Some of the views expressed in the following notes on newly approved products should be regarded as preliminary, as there may have been limited published data at the time of publication, and little experience in Australia of their safety or efficacy. However, the Editorial Executive Committee believes that comments made in good faith at an early stage may still be of value. Before new drugs are prescribed, the Committee believes it is important that more detailed information is obtained from the manufacturer's approved product information, a drug information centre or some other appropriate source.


Evista (Eli Lilly)
60 mg tablets
Approved indication: prevention of bone loss
Australian Medicines Handbook Section 10.4

The Australian National Consensus Conference on the Prevention and Management of Osteoporosis1 recommended oestrogen therapy for postmenopausal women with a low bone mass. Oestrogens have a beneficial effect, but they increase the risk of endometrial cancer. Research efforts have therefore been directed at finding a drug with oestrogenic effects which is selective for bone.

Raloxifene acts on oestrogen receptors. It produces different effects in different tissues because of the way it binds with the receptors. Raloxifene has an agonist effect on bone, but does not stimulate the endometrium. Experimentally, it inhibits the growth of breast cancer cells.

A multinational study enrolled 601 postmenopausal women with low or normal bone density.2 They were randomised to take 30 mg, 60 mg or 150 mg of raloxifene or placebo daily for two years. The response to treatment was evaluated by measurement of bone density and biochemical markers of bone metabolism. Bone density increased in women given raloxifene while it decreased in those given placebo. There was a significant decrease in bone turnover in the women who took raloxifene. The greatest increase in bone density at the hip occurred in women taking 60mg raloxifene. This is now the recommended daily dose.

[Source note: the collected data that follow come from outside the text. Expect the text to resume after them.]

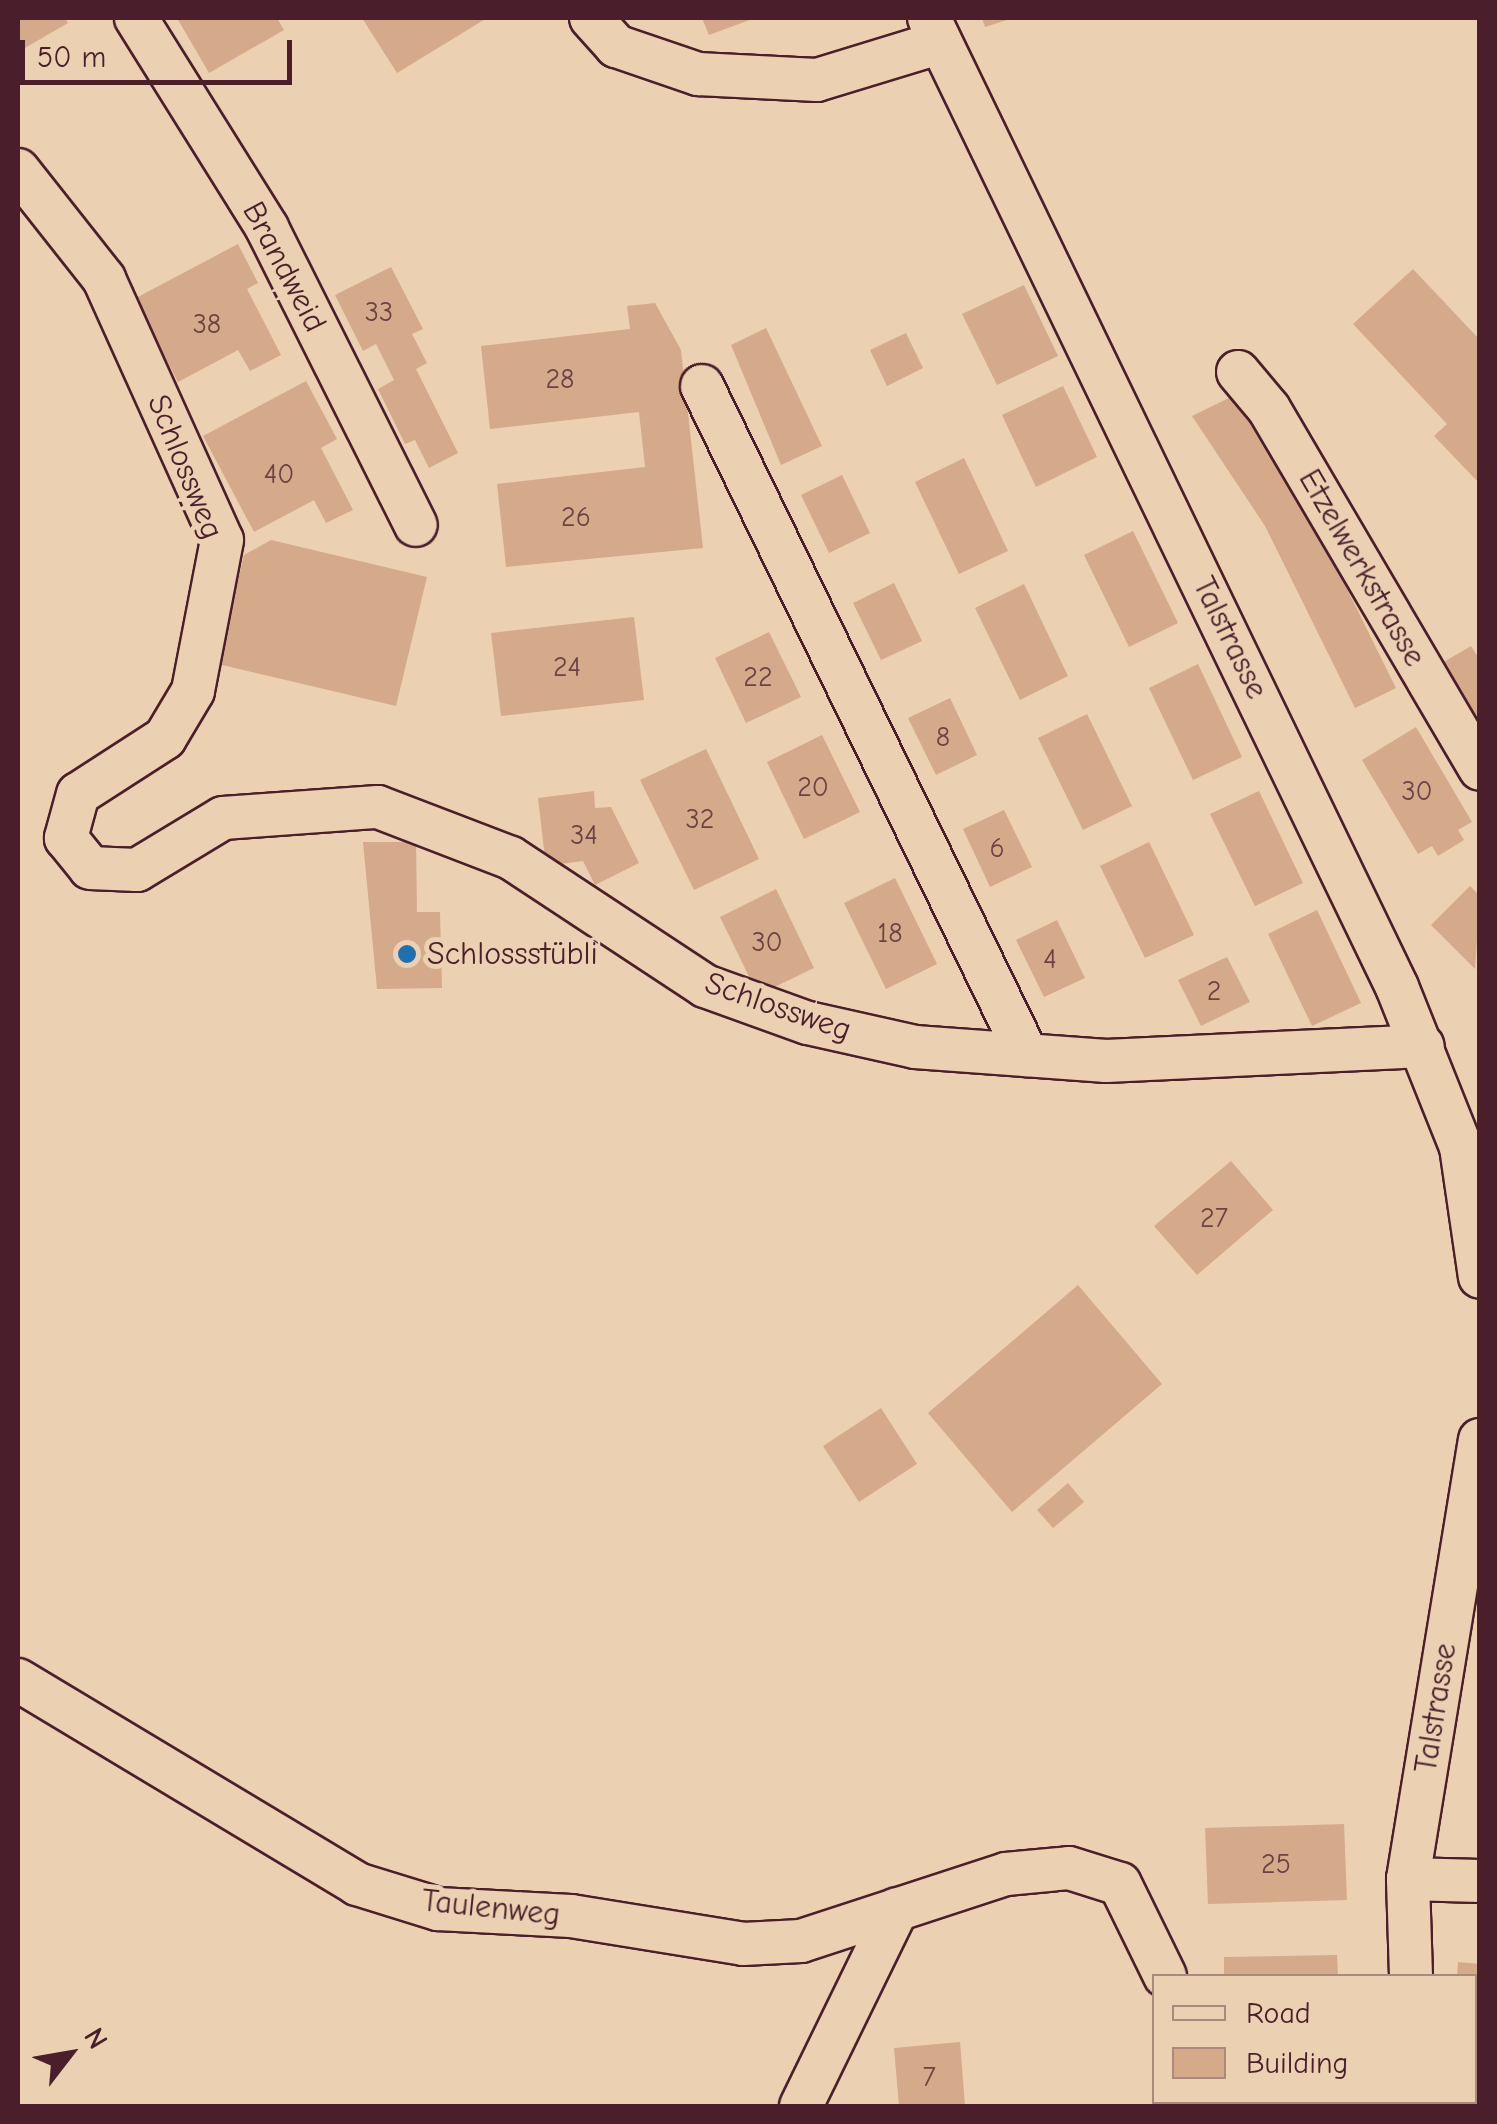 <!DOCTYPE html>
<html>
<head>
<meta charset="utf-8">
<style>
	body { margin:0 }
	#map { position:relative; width:1497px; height:2124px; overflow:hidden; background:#ebd0b2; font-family:"Comic Neue",sans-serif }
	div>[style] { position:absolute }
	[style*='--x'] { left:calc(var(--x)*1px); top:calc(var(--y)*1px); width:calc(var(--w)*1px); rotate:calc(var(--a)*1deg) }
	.building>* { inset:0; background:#d4aa8a }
	.roads { filter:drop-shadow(2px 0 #4a1f2b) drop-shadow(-2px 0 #4a1f2b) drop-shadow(0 2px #4a1f2b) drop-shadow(0 -2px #4a1f2b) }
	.minor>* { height:42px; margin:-21px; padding:0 21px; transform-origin:21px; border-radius:21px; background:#ebd0b2 }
	.dots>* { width:28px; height:28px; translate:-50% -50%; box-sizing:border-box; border:5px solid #ebd0b2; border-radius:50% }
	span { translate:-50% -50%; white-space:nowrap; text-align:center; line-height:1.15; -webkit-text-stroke:10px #ebd0b2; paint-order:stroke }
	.number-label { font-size:28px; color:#6c4243 }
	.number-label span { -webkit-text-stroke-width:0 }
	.street-label { font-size:32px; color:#4a1f2b }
	.poi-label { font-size:32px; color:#4a1f2b }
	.left { translate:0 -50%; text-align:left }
	.frame { position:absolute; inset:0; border:20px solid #4a1f2b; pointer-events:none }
	.legend { position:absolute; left:1152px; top:1974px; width:325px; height:130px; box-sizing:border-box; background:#ebd0b2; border:2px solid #ab897c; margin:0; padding:12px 18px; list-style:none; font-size:30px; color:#4a1f2b }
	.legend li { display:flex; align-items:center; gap:20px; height:50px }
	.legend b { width:50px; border:2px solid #ab897c }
	.north { position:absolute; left:20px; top:2004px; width:100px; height:100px; -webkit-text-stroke:8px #ebd0b2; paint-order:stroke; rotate:59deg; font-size:28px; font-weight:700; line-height:40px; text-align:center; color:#4a1f2b }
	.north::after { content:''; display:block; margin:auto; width:35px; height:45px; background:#4a1f2b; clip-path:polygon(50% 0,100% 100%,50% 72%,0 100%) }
	.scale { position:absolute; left:20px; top:40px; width:272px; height:45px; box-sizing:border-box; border:5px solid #4a1f2b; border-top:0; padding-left:12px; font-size:30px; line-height:35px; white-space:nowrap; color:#4a1f2b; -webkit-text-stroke:8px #ebd0b2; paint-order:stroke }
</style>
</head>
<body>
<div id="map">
	<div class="building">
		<div style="clip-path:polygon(18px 18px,65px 18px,68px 23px,18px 52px)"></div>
		<div style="clip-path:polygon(177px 18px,277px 18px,284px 30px,209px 73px)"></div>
		<div style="clip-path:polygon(362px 18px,487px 18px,397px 73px)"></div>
		<div style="clip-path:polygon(702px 18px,755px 18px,709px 35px)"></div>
		<div style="clip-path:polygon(982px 18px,1013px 18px,985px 27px)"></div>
		<div style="clip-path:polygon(238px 244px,258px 283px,247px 289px,281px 355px,250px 371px,238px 350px,178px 382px,134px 299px)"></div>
		<div style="clip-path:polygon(391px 267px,423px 329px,412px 334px,427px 363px,416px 369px,458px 453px,429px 468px,415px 440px,405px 444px,378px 389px,394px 380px,376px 344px,363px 351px,335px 295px)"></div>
		<div style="clip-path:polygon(1413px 269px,1480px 340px,1480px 484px,1434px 436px,1447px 424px,1353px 324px)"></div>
		<div style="clip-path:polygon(1024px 285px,1058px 356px,997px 385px,962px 314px)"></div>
		<div style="clip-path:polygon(655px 303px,681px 350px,703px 548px,506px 567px,497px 484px,645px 467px,639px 412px,490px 429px,481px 346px,630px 329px,627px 306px)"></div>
		<div style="clip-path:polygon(766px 328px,822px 446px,781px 465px,731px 345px)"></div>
		<div style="clip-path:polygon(906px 333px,923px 368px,887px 386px,870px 350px)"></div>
		<div style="clip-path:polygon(306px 381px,337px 439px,321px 448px,353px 510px,326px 523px,314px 500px,254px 532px,203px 436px)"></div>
		<div style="clip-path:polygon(1063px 386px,1097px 457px,1036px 487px,1002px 415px)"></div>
		<div style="clip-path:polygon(1235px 395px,1306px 506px,1396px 688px,1355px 708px,1265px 526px,1192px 416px)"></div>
		<div style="clip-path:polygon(964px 458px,1008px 551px,959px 574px,915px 482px)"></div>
		<div style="clip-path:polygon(842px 475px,870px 533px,829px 553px,801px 495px)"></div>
		<div style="clip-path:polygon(1133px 531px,1178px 623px,1129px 647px,1084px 555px)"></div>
		<div style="clip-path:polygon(271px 540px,427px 577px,396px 706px,218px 664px,244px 555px)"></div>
		<div style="clip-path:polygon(894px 583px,922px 641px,881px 660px,853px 603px)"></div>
		<div style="clip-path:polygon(1024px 584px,1068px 676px,1020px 700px,975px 608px)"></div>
		<div style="clip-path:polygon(634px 617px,644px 700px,501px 716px,491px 633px)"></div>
		<div style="clip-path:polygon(769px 632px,801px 697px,746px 723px,715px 658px)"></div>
		<div style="clip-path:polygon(1471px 646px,1480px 660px,1480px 728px,1442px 663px)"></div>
		<div style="clip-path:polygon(1198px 664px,1242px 757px,1193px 780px,1149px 688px)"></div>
		<div style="clip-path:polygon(950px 698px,977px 755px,936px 775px,908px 718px)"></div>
		<div style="clip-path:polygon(1087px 714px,1132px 806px,1083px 830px,1038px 738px)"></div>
		<div style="clip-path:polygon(1416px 727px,1472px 822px,1458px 830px,1464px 840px,1438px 856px,1432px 846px,1418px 854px,1362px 760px)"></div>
		<div style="clip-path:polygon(822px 735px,860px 812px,804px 839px,767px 762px)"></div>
		<div style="clip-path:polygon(706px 749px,759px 859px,694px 890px,640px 780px)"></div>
		<div style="clip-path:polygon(594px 791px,595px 808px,611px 807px,639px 863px,595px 885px,583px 861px,546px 866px,538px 798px)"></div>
		<div style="clip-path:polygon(1259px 791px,1303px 883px,1255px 906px,1210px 814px)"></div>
		<div style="clip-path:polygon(1004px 810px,1032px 867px,990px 887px,963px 829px)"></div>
		<div style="clip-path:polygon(363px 842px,416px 842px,417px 912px,440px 912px,442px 988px,377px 989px)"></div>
		<div style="clip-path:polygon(1149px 842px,1194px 935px,1145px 958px,1100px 866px)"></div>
		<div style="clip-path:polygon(895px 878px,937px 964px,886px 989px,844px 903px)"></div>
		<div style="clip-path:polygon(1470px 886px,1480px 896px,1475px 969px,1431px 925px)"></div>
		<div style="clip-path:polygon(776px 889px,814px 968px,758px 995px,720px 917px)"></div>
		<div style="clip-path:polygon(1317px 910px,1361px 1003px,1312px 1026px,1268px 934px)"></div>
		<div style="clip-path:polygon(1057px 920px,1085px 978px,1044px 997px,1016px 940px)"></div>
		<div style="clip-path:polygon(1227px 957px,1250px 1002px,1201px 1026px,1178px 980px)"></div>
		<div style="clip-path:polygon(1231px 1161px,1273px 1210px,1197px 1275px,1154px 1226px)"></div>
		<div style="clip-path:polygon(1078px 1285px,1162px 1384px,1012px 1512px,928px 1413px)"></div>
		<div style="clip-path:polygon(881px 1408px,917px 1464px,859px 1502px,823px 1446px)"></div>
		<div style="clip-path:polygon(1068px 1483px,1084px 1502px,1053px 1528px,1037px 1510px)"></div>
		<div style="clip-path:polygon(1344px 1824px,1347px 1900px,1208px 1904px,1205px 1828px)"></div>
		<div style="clip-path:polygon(1337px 1955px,1338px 1976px,1224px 1976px,1224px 1957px)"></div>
		<div style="clip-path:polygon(1458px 1962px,1480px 1964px,1480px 2043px,1474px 1976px,1457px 1976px)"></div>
		<div style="clip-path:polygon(960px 2042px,965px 2106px,899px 2106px,894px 2048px)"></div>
		<div style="clip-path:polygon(1156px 2102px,1236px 2102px,1237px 2106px,1156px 2106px)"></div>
		<div style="clip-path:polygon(1354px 2102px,1393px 2102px,1394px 2106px,1354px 2106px)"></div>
	</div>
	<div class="roads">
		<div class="minor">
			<div style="--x:136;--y:18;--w:248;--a:58"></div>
			<div style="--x:267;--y:228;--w:332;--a:63.4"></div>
			<div style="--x:591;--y:18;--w:38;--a:48"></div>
			<div style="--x:616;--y:46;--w:87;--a:18.9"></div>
			<div style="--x:698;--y:74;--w:119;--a:2.9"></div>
			<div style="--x:817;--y:80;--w:127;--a:-17"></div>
			<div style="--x:929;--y:18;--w:1076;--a:64.22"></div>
			<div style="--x:1397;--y:987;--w:172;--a:68.2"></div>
			<div style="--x:1461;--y:1147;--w:131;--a:81.7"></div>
			<div style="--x:18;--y:170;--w:139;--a:51.7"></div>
			<div style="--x:104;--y:279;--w:286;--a:65.7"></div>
			<div style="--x:222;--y:540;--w:154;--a:100.9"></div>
			<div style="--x:193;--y:691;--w:55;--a:120.8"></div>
			<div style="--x:165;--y:738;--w:103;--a:147.2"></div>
			<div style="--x:78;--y:794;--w:46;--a:105.3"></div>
			<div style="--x:66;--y:838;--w:38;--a:51"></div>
			<div style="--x:90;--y:868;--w:47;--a:2.4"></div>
			<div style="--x:137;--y:870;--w:100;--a:-31.2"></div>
			<div style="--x:223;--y:818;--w:155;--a:-4.1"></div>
			<div style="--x:378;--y:807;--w:142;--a:21"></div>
			<div style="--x:511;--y:858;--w:232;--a:33.4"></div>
			<div style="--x:705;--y:986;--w:109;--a:19.8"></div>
			<div style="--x:808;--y:1023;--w:110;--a:12.6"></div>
			<div style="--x:915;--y:1047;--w:192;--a:4.2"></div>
			<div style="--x:1106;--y:1061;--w:317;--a:-2.7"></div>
			<div style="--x:1238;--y:372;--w:48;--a:50"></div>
			<div style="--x:1269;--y:409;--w:417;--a:59.6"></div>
			<div style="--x:702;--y:386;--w:744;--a:64.09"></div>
			<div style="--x:18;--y:1680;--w:396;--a:31"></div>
			<div style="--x:357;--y:1884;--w:85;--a:17.2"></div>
			<div style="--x:438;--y:1909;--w:133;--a:3"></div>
			<div style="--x:571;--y:1916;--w:174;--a:9.2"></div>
			<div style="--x:743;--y:1944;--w:58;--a:-3"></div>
			<div style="--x:801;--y:1941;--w:216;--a:-18.1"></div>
			<div style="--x:1006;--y:1874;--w:63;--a:-5.4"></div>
			<div style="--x:1069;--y:1868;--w:53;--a:17.4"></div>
			<div style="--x:1120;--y:1884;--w:102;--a:63.9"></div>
			<div style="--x:1408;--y:1879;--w:72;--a:1.6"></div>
			<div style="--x:1411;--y:1976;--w:97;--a:-91.8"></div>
			<div style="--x:1408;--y:1879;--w:445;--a:-80.7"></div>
			<div style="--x:1426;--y:2102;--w:4;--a:76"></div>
			<div style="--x:801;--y:2106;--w:219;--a:-64"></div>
		</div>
	</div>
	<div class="dots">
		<div style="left:407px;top:954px;background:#1f6fb2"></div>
	</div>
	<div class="number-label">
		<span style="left:379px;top:312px">33</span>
		<span style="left:207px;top:324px">38</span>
		<span style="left:560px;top:379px">28</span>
		<span style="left:279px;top:474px">40</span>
		<span style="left:576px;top:517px">26</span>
		<span style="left:567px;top:667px">24</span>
		<span style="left:758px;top:677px">22</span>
		<span style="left:943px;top:737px">8</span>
		<span style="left:813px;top:787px">20</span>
		<span style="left:1417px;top:791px">30</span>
		<span style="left:700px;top:819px">32</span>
		<span style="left:584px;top:835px">34</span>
		<span style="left:997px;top:848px">6</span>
		<span style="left:890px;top:933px">18</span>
		<span style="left:767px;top:942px">30</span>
		<span style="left:1050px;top:959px">4</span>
		<span style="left:1214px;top:991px">2</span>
		<span style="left:1214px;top:1218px">27</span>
		<span style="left:1276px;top:1864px">25</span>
		<span style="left:929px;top:2077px">7</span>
	</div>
	<div class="street-label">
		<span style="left:284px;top:267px;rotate:62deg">Brandweid</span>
		<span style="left:185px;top:467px;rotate:68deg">Schlossweg</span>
		<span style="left:1362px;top:568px;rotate:60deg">Etzelwerkstrasse</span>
		<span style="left:1230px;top:638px;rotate:64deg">Talstrasse</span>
		<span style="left:778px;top:1007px;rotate:19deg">Schlossweg</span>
		<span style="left:1436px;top:1708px;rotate:-81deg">Talstrasse</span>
		<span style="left:491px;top:1908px;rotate:6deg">Taulenweg</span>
	</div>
	<div class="poi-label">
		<span class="left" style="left:427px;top:954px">Schlossstübli</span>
	</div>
	<div class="frame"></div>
	<ul class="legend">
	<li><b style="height:12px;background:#ebd0b2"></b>Road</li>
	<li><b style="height:28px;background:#d4aa8a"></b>Building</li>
	</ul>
	<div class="north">N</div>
	<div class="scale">50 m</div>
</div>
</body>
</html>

Postmenopausal women taking oestrogens may also benefit from the effect of treatment on the risk of cardiovascular disease. Like oestrogen, raloxifene alters the lipoprotein profile. In the efficacy study,2 raloxifene significantly decreased the concentration of total and LDL cholesterol. Another study compared these findings with hormone replacement therapy (HRT).3 The reductions in LDL cholesterol were similar, but raloxifene did not 'significantly' change the HDL cholesterol which was increased 11% by HRT. Raloxifene significantly lowered fibrinogen while HRT had no effect.

The bioavailability of raloxifene is only 2%. This is because only 60% of the dose is absorbed and this undergoes first-pass metabolism. The daily dose may be taken with or without food. Raloxifene is highly protein bound and it mainly circulates as glucuronide metabolites. The plasma elimination half-life is approximately 28 hours with excretion mainly in the faeces.

Raloxifene is not recommended for patients with liver disease. As there is an increased risk of thromboembolism, raloxifene is contraindicated in women with a history of venous thrombosis. Compared with women taking placebo, women taking raloxifene are significantly more likely to experience leg cramps, peripheral oedema and vasodilatation.

While raloxifene provides another option for preventing osteoporosis in postmenopausal women, its role in therapy needs to be elucidated. More research is needed to see if it reduces fractures or protects against cardiovascular disease. Tamoxifen may also protect against osteoporosis, but it can increase the incidence of endometrial cancer. While raloxifene does not cause endometrial proliferation,2 it is not as effective as oestrogen in reducing hot flushes. There are no data on using raloxifene and oestrogens in combination. Recent results are encouraging,4 but further studies will be needed to discover how raloxifene affects the long-term risk of breast cancer.

References

  1. The Australian National Consensus Conference on the Prevention and Management of Osteoporosis 1996. Aust Prescr 1997;20 (3 Suppl).
  2. Delmas PD, Bjarnason NH, Mitlak BH, Ravoux A, Shah AS, Huster WJ, et al. Effects of raloxifene on bone mineral density, serum cholesterol concentrations, and uterine endometrium in postmenopausal women. N Engl J Med 1997;337:1641-7.
  3. Walsh BW, Kuller LH, Wild RA, Paul S, Farmer M, Lawrence JB, et al. Effects of raloxifene on serum lipids and coagulation factors in healthy postmenopausal women. JAMA 1998;279:1445-51.
  4. Cummings SR, Eckert S, Krueger KA, Grady D, Powles TJ, Cauley JA, et al. The effect of raloxifene on risk of breast cancer in postmenopausal women. JAMA 1999;281:2189-7.